■ Exercise goal ■
Return all lines of the listing below that carry the word "body".

════

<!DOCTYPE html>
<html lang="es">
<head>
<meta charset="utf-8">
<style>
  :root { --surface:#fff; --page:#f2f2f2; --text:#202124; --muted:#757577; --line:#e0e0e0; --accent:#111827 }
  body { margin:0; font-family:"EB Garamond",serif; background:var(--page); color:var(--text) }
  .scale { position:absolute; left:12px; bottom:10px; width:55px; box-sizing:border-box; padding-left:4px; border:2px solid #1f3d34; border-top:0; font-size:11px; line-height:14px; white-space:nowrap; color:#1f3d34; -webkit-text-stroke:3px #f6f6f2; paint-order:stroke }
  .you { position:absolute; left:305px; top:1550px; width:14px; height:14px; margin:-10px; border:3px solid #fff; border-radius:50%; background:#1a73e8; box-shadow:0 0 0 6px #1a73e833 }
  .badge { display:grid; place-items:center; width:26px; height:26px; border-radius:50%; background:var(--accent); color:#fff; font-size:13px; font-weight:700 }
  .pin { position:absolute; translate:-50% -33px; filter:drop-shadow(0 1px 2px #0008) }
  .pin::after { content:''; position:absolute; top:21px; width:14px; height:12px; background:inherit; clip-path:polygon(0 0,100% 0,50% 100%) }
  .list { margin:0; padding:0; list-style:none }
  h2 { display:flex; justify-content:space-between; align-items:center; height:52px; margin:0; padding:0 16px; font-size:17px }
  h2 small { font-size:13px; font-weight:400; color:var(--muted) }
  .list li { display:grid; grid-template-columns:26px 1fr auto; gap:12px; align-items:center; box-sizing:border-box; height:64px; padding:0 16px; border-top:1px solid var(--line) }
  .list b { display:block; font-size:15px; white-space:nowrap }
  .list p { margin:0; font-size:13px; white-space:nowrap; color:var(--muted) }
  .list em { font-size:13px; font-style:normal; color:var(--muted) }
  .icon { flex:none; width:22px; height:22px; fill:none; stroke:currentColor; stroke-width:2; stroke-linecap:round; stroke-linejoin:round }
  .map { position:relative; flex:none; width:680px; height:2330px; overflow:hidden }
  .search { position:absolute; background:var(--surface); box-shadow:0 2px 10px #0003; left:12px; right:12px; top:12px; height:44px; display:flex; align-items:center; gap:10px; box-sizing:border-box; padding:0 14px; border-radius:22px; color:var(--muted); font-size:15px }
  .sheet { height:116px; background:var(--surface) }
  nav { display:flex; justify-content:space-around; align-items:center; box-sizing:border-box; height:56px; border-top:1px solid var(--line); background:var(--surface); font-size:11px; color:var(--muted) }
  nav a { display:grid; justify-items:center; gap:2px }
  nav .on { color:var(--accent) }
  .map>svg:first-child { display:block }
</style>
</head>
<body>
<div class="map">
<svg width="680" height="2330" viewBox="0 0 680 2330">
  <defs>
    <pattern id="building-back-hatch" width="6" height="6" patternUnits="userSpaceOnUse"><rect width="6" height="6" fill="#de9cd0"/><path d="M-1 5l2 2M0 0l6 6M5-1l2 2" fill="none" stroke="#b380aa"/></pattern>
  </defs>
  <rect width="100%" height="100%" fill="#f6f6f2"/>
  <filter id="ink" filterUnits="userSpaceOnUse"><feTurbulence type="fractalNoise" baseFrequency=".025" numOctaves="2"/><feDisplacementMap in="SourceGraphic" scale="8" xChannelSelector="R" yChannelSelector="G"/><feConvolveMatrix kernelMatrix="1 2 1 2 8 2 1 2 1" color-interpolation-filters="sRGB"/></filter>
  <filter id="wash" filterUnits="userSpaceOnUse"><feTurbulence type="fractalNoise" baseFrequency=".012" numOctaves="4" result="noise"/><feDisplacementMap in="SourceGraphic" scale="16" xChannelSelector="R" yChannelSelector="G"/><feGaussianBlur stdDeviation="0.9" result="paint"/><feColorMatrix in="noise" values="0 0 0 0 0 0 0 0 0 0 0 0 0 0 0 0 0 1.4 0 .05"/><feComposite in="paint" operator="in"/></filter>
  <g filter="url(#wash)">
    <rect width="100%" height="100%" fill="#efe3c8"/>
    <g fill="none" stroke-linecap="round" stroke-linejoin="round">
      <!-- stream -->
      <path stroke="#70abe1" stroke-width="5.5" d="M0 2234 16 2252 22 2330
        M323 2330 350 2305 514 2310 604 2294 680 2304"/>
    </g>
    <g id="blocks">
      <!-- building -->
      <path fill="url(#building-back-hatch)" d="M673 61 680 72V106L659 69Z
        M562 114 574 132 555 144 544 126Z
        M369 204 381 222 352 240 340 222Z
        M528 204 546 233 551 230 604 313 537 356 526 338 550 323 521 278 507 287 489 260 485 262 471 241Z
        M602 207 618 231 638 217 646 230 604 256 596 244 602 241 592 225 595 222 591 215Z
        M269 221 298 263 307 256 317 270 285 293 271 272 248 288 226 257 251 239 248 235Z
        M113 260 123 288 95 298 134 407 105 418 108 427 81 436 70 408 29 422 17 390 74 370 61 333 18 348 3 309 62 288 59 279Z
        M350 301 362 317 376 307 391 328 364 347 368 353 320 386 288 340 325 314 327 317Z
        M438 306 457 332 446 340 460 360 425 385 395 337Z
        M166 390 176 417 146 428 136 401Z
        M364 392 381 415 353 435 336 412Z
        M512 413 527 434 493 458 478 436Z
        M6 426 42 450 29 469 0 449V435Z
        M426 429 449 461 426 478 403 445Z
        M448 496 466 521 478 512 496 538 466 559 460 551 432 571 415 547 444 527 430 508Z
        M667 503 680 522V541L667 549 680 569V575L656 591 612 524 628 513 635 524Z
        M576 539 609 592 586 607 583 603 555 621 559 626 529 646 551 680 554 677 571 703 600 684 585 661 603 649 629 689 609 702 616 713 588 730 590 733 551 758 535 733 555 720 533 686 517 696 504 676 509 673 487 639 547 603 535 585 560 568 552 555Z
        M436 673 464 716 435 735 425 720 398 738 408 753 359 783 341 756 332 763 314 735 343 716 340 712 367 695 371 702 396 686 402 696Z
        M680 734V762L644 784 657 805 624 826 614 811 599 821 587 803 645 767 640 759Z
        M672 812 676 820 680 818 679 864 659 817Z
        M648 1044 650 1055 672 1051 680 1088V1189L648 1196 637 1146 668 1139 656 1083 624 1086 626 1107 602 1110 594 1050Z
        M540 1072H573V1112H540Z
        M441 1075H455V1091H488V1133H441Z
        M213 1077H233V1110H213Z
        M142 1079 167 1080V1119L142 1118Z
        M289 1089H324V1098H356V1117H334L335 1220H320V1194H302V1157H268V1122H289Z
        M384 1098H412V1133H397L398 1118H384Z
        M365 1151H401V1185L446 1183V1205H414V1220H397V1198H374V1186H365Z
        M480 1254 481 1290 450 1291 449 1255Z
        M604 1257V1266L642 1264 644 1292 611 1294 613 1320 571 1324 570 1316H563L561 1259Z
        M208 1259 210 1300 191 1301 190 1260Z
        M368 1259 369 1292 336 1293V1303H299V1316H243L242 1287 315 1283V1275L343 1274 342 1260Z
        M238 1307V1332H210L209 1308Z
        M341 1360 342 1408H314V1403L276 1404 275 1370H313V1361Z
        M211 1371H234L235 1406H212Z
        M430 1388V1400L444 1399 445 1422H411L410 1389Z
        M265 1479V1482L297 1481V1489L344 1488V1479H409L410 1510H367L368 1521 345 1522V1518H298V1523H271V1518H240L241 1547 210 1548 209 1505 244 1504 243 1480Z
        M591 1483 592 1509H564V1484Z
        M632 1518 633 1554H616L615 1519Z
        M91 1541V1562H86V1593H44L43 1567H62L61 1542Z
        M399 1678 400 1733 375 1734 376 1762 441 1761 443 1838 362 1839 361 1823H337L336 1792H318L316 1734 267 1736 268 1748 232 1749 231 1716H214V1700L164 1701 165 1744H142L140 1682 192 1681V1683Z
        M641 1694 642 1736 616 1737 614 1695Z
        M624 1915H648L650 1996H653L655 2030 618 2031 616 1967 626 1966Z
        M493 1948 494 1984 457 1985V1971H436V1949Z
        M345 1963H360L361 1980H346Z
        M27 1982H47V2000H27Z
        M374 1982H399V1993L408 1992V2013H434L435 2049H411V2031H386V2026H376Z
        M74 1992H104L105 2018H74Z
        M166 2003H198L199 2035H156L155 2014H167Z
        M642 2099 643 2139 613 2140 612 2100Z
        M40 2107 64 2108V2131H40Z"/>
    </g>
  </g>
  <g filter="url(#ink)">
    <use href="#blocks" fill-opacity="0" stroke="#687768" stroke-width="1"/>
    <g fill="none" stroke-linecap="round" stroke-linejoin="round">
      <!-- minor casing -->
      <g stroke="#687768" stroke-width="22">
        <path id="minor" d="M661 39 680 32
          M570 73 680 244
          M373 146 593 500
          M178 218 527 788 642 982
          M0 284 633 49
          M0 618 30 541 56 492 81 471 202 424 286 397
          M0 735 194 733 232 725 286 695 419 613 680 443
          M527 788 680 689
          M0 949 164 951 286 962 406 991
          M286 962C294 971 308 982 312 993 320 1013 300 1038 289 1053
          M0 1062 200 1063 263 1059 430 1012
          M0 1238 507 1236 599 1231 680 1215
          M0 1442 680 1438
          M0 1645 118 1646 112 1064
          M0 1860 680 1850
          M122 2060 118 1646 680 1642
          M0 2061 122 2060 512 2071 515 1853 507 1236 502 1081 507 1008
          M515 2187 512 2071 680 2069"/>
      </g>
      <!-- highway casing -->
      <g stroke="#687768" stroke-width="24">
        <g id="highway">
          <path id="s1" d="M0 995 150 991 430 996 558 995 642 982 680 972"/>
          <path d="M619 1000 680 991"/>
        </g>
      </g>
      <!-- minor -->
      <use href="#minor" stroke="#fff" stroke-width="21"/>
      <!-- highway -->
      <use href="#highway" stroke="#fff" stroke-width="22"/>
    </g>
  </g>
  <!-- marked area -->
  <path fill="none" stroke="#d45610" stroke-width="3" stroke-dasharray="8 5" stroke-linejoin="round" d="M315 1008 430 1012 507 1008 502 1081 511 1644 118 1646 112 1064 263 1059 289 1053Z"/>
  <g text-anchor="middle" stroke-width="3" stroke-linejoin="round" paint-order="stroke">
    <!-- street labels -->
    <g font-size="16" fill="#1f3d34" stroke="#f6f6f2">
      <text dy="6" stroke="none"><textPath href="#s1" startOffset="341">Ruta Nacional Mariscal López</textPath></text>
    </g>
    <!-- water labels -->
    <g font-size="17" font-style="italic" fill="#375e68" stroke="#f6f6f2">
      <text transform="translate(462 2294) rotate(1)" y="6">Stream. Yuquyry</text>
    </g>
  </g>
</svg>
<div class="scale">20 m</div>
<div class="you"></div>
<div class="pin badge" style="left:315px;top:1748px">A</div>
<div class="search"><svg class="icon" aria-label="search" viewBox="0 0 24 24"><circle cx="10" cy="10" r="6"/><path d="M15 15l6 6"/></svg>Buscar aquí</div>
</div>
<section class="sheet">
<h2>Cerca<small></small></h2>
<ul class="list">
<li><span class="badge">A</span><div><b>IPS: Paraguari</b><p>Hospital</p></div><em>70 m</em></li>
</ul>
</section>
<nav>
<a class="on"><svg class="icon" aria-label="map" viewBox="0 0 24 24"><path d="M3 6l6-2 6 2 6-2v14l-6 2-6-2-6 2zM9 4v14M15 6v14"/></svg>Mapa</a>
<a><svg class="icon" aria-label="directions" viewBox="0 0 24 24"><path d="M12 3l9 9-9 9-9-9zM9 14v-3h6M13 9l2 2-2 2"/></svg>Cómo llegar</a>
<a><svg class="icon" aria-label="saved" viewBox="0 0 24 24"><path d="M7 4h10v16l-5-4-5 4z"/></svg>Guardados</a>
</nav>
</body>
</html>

════

■ Output of the exercise ■
  body { margin:0; font-family:"EB Garamond",serif; background:var(--page); color:var(--text) }
<body>
</body>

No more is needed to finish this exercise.